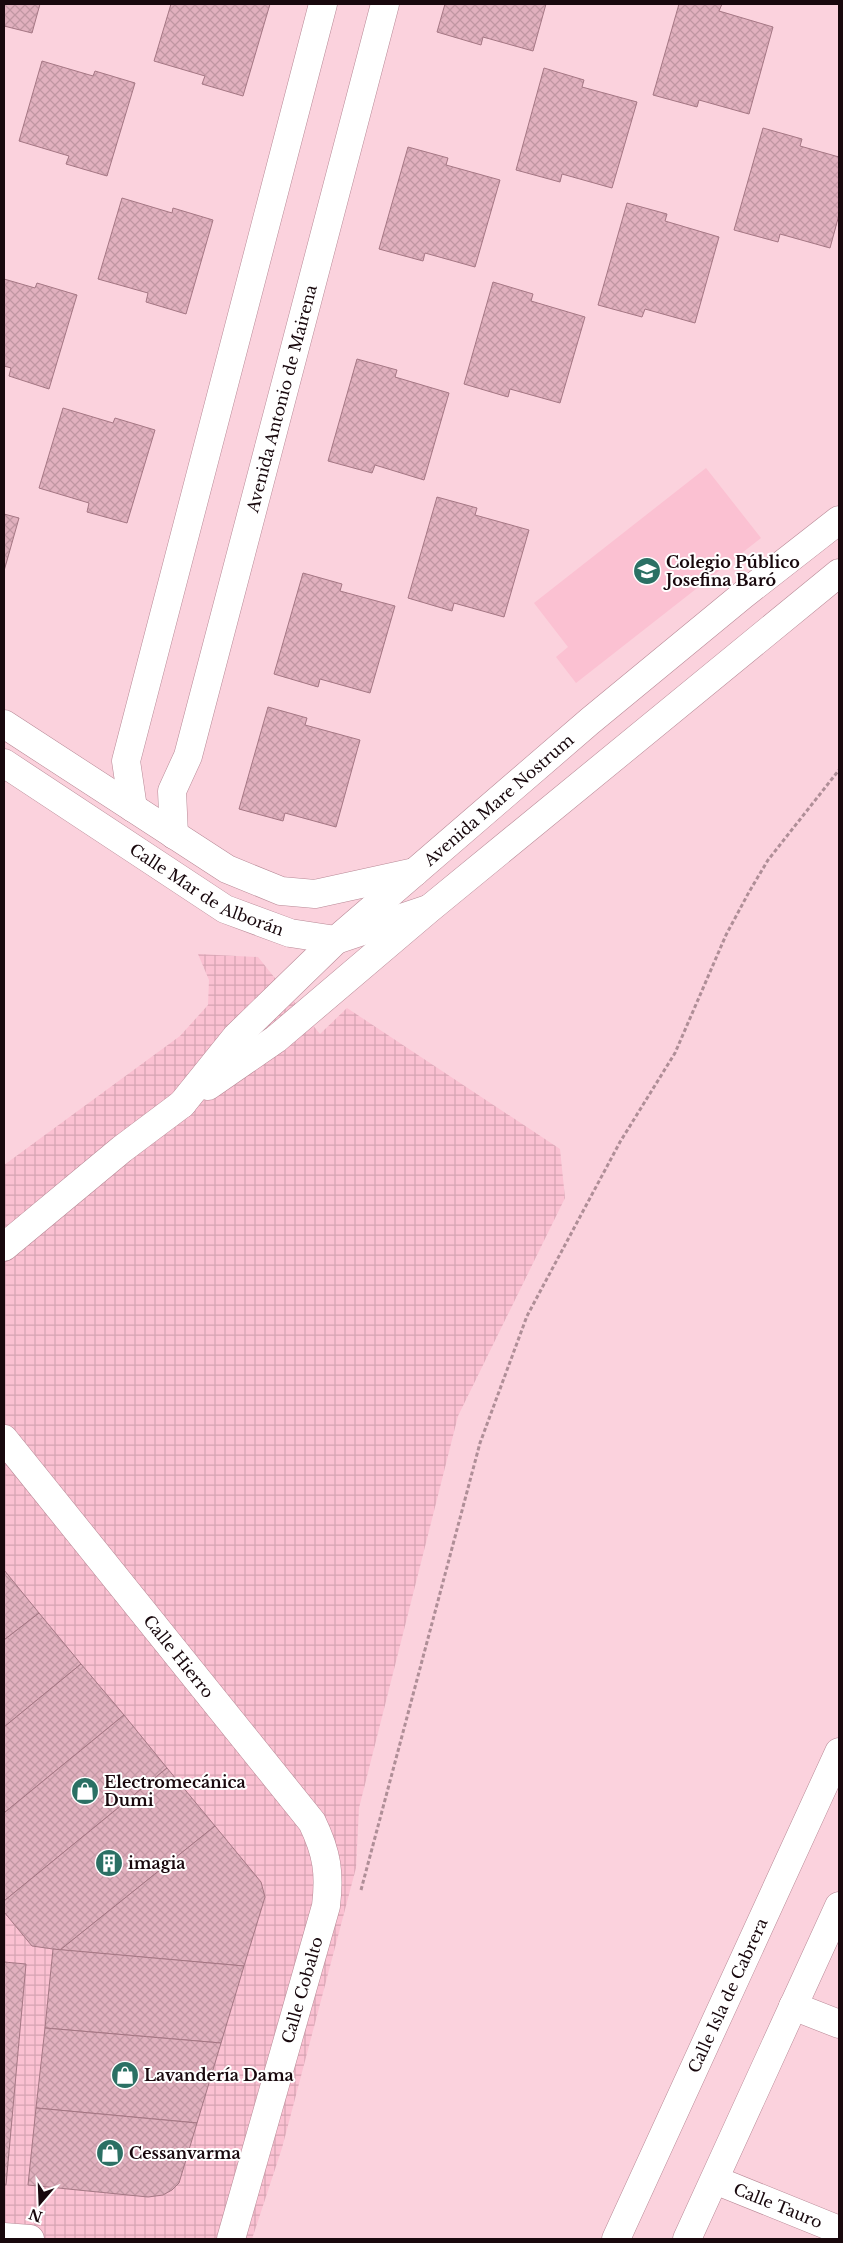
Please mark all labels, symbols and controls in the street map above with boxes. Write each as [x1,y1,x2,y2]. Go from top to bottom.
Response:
street label: Avenida Antonio de Mairena [242,283,321,515]
place label: Colegio Público Josefina Baró [663,552,800,590]
school or university icon: Colegio Público Josefina Baró [632,556,662,586]
street label: Avenida Mare Nostrum [419,730,578,871]
street label: Calle Mar de Alborán [126,839,287,940]
street label: Calle Hierro [139,1611,218,1702]
place label: Electromecánica Dumi [104,1772,246,1810]
shop icon: Electromecánica Dumi [70,1776,100,1806]
building icon: imagia [94,1848,124,1878]
place label: imagia [128,1853,185,1873]
street label: Calle Isla de Cabrera [683,1915,772,2076]
street label: Calle Cobalto [277,1934,327,2046]
shop icon: Lavandería Dama [110,2060,140,2090]
place label: Lavandería Dama [144,2065,294,2085]
shop icon: Cessanvarma [95,2138,125,2168]
place label: Cessanvarma [129,2143,241,2163]
north arrow [15,2178,65,2228]
street label: Calle Tauro [731,2179,825,2232]
text: N [27,2205,45,2226]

WORK ITEM: Repeat the material above exactly, so that every entry appears but no picture does.

ANSWER SECTION:
Please mark all labels, symbols and controls in the street map above with boxes. Write each as [x1,y1,x2,y2]. Go from top to bottom.
Response:
street label: Avenida Antonio de Mairena [242,283,321,515]
place label: Colegio Público Josefina Baró [663,552,800,590]
school or university icon: Colegio Público Josefina Baró [632,556,662,586]
street label: Avenida Mare Nostrum [419,730,578,871]
street label: Calle Mar de Alborán [126,839,287,940]
street label: Calle Hierro [139,1611,218,1702]
place label: Electromecánica Dumi [104,1772,246,1810]
shop icon: Electromecánica Dumi [70,1776,100,1806]
building icon: imagia [94,1848,124,1878]
place label: imagia [128,1853,185,1873]
street label: Calle Isla de Cabrera [683,1915,772,2076]
street label: Calle Cobalto [277,1934,327,2046]
shop icon: Lavandería Dama [110,2060,140,2090]
place label: Lavandería Dama [144,2065,294,2085]
shop icon: Cessanvarma [95,2138,125,2168]
place label: Cessanvarma [129,2143,241,2163]
north arrow [15,2178,65,2228]
street label: Calle Tauro [731,2179,825,2232]
text: N [27,2205,45,2226]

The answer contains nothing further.